A brutalidade nossa de cada dia resulta na paralisação parcial do sentimento e da ação: o embotamento.
Embotados somos, embotados ficamos, embotados seremos.
Ao ataque, à defesa, ao ataque, à defesa, à defesa, ao ataque.
Aos que insistem em dar vida ao espírito, há uma solução na medida certa: os remédios. Eles tornam exatos os movimentos e os pensamentos, tirando do olhar o pouco do desespero vívido ou da alegria desesperada que volta e meia irrompe pela gente.

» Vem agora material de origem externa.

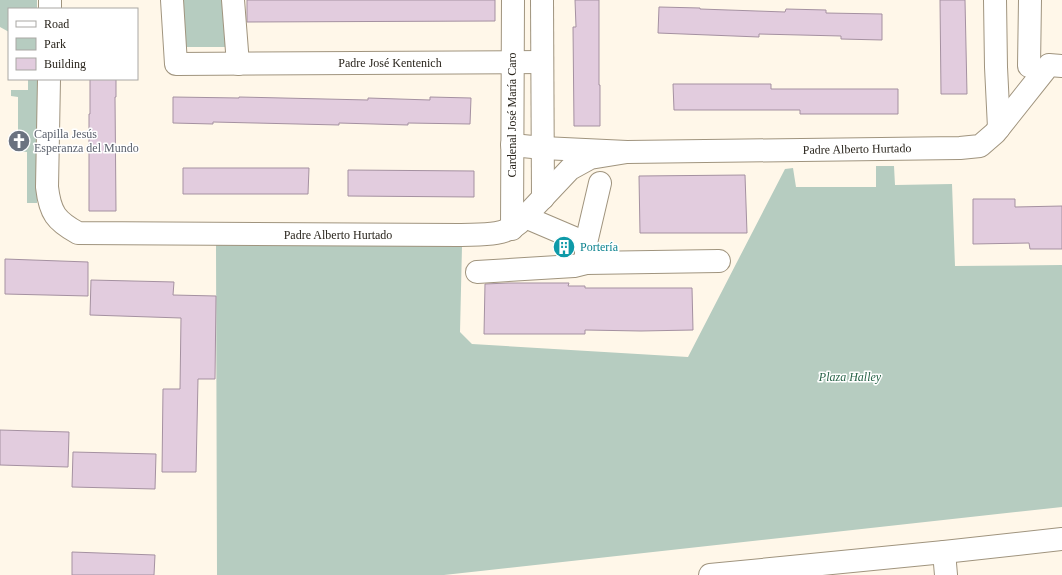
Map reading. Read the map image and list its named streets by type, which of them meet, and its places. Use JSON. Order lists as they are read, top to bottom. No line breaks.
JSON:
{"streets":{"street":["Padre José Kentenich","Cardenal José María Caro","Padre Alberto Hurtado"]},"crossings":[["Padre José Kentenich","Cardenal José María Caro"],["Cardenal José María Caro","Padre Alberto Hurtado"]],"parks":["Plaza Halley"],"places":{"church":["Capilla Jesús Esperanza del Mundo"],"building":["Portería"]},"legend":["Road","Park","Building"]}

Afinal, existe na natureza semelhança tão precisa como a que nivela a opacidade das retinas dos deglutidores de Fluoxetinas, Prozacs, crack ou maconha? Hoje em dia alguém é capaz de atingir o Nirvana prescindindo das abençoadas receitas – industrializadas ou caseiras – de equilíbrio?
Sejamos iguais em nossa diferença: sejamos embotados, cada um à sua maneira.
Há o que se embota por estar pleno de satisfação; o mundo não é mais capaz de lhe proporcionar o que ele quer, pois ele não sabe mais o que quer. Há o que se embota por desconhecer seus limites; desejou pouco, talvez um filho, uma família, um marido, um pouco de sucesso, um naco de beleza. Os teve, mas descobre que com o tempo, o mundo cada vez menos lhe diz respeito. Há o que se embota pela falta. Falta tudo, falta amor, falta pão, falta carinho. Pois tristeza demais, ou alegria de menos também embotam.
Atrativa e pegajosa, a situação de embotamento arrasta tudo e todos à não-reflexão. Falta pouco para se anular o pensar, presumida “qualidade” intrinsecamente humana. Demasiadamente humana.
Embotados de todo mundo, uni-vos! E deixemos que o furor frenético do Eu termine seu trabalho de embotamento dos seres mais unidos e isolados que a história jamais viu.
Ainda falta para nos embotarmos do embotamento.